RECORDS FOR THE EXERCISE:
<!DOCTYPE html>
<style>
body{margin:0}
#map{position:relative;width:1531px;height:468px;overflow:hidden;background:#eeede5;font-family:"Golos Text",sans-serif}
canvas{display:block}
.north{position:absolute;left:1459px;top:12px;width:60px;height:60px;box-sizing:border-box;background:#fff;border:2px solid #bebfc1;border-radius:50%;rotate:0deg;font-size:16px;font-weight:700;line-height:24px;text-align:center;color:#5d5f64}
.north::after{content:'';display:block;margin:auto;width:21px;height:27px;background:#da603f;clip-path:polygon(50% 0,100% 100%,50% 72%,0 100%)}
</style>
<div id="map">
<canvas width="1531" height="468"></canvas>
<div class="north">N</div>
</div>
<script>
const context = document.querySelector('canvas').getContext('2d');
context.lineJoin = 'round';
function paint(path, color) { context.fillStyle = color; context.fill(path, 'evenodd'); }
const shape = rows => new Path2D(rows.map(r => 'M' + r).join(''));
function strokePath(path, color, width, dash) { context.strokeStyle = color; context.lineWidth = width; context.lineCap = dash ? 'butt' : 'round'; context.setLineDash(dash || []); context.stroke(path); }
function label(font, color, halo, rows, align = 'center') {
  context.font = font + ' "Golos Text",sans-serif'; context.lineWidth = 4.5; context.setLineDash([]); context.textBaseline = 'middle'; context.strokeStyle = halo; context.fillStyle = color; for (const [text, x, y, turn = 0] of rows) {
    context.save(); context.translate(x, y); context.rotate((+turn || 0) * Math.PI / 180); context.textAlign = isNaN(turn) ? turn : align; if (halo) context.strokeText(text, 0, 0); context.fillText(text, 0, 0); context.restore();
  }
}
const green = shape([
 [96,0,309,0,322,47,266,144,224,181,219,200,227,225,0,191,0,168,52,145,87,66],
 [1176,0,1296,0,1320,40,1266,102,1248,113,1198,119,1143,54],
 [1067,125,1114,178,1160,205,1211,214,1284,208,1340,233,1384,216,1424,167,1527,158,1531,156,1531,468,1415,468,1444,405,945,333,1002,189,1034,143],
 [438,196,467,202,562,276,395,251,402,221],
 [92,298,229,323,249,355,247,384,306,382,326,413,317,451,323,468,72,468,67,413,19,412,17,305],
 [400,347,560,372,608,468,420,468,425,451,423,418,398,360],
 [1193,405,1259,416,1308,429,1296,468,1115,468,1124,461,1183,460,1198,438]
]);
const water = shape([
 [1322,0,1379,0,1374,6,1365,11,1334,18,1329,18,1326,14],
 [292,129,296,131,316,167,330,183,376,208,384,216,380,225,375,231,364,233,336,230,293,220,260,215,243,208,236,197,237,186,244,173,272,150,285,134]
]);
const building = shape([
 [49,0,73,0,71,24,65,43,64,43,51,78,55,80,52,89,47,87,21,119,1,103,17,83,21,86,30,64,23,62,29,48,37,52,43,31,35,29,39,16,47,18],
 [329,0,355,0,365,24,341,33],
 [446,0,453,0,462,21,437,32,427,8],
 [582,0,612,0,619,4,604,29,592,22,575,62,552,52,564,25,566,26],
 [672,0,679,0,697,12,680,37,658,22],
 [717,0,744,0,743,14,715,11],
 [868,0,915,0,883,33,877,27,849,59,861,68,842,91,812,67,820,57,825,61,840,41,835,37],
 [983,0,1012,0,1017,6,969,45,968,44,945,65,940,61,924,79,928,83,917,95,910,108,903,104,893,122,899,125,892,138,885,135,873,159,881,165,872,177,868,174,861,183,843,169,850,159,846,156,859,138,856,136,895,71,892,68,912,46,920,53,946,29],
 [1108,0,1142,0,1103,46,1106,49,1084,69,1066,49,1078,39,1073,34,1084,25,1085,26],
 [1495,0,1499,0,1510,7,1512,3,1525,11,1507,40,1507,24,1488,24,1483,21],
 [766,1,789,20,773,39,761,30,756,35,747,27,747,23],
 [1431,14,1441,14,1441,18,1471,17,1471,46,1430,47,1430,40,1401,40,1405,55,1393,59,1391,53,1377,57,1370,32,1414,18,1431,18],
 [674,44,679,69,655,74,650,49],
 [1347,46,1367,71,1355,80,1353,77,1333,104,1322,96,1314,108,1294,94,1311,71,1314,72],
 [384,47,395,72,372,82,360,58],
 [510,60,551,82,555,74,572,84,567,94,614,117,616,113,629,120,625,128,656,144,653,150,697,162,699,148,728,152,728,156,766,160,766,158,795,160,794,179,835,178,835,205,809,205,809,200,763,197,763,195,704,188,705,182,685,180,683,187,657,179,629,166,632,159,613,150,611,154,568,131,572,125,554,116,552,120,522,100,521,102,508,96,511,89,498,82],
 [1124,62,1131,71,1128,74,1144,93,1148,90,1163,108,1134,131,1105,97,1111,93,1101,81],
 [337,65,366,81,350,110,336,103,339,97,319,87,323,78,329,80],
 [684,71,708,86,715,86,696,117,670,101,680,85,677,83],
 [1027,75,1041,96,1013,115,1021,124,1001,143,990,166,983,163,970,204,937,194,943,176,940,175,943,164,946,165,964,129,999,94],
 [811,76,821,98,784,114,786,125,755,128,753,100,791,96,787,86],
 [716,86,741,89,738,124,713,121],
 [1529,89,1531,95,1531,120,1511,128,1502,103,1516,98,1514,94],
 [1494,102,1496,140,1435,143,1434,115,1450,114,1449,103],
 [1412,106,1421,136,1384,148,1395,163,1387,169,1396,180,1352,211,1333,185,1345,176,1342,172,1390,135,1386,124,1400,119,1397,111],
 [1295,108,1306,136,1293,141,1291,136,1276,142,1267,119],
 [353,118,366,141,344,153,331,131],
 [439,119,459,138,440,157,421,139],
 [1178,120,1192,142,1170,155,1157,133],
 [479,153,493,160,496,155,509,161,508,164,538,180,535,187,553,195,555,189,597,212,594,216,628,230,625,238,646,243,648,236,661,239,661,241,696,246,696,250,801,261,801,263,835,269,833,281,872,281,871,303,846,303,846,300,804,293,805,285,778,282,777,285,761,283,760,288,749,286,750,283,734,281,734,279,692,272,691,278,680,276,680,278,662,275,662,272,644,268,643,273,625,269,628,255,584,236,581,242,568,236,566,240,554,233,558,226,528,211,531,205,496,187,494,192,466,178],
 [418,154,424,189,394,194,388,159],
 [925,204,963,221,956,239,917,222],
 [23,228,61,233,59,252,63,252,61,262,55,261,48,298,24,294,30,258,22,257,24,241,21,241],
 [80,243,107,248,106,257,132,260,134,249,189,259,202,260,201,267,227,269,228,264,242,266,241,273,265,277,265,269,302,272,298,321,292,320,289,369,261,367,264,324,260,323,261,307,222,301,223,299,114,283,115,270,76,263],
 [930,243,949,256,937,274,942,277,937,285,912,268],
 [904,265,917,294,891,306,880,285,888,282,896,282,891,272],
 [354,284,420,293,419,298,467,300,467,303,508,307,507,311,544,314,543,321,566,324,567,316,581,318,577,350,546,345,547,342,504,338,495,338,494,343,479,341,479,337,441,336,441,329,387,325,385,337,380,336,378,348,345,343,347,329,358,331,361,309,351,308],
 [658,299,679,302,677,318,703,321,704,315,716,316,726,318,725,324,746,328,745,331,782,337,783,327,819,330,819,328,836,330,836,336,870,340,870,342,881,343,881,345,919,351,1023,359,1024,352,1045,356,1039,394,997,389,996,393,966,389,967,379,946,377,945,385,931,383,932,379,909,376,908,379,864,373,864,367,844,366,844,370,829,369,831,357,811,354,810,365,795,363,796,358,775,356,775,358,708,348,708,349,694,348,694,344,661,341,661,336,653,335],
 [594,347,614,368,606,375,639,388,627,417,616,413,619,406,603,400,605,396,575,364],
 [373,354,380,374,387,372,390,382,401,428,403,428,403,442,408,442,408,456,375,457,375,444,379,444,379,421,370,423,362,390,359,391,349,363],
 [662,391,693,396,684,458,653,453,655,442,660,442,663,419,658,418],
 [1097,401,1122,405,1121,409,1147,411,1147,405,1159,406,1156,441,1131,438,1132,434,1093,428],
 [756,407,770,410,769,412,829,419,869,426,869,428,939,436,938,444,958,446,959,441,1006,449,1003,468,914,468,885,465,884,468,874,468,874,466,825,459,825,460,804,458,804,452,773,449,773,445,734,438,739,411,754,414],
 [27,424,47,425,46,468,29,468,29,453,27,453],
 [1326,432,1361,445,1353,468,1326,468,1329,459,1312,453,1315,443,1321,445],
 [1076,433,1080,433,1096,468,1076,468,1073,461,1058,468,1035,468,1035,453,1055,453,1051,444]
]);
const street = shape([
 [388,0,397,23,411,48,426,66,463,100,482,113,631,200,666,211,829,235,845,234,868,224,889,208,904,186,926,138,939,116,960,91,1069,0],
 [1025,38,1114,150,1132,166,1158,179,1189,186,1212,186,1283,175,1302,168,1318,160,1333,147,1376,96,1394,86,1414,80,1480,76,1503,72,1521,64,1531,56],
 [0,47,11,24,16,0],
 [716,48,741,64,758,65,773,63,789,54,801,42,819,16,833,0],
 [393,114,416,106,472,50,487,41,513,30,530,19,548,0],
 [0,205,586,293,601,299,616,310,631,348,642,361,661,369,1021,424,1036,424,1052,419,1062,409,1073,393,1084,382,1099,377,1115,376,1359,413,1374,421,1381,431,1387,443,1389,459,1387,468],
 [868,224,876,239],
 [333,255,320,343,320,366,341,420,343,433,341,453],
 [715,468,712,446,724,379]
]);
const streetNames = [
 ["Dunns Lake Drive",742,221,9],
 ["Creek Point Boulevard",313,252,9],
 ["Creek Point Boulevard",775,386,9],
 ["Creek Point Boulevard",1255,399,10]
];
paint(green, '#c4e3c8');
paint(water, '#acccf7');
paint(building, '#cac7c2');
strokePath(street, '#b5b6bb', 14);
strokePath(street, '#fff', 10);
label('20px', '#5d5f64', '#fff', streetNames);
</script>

EXERCISE OBJECTIVE: Could you filter the entries above for lines holding the string "turn" and copy them?

WRITTEN ANSWER:
  context.font = font + ' "Golos Text",sans-serif'; context.lineWidth = 4.5; context.setLineDash([]); context.textBaseline = 'middle'; context.strokeStyle = halo; context.fillStyle = color; for (const [text, x, y, turn = 0] of rows) {
    context.save(); context.translate(x, y); context.rotate((+turn || 0) * Math.PI / 180); context.textAlign = isNaN(turn) ? turn : align; if (halo) context.strokeText(text, 0, 0); context.fillText(text, 0, 0); context.restore();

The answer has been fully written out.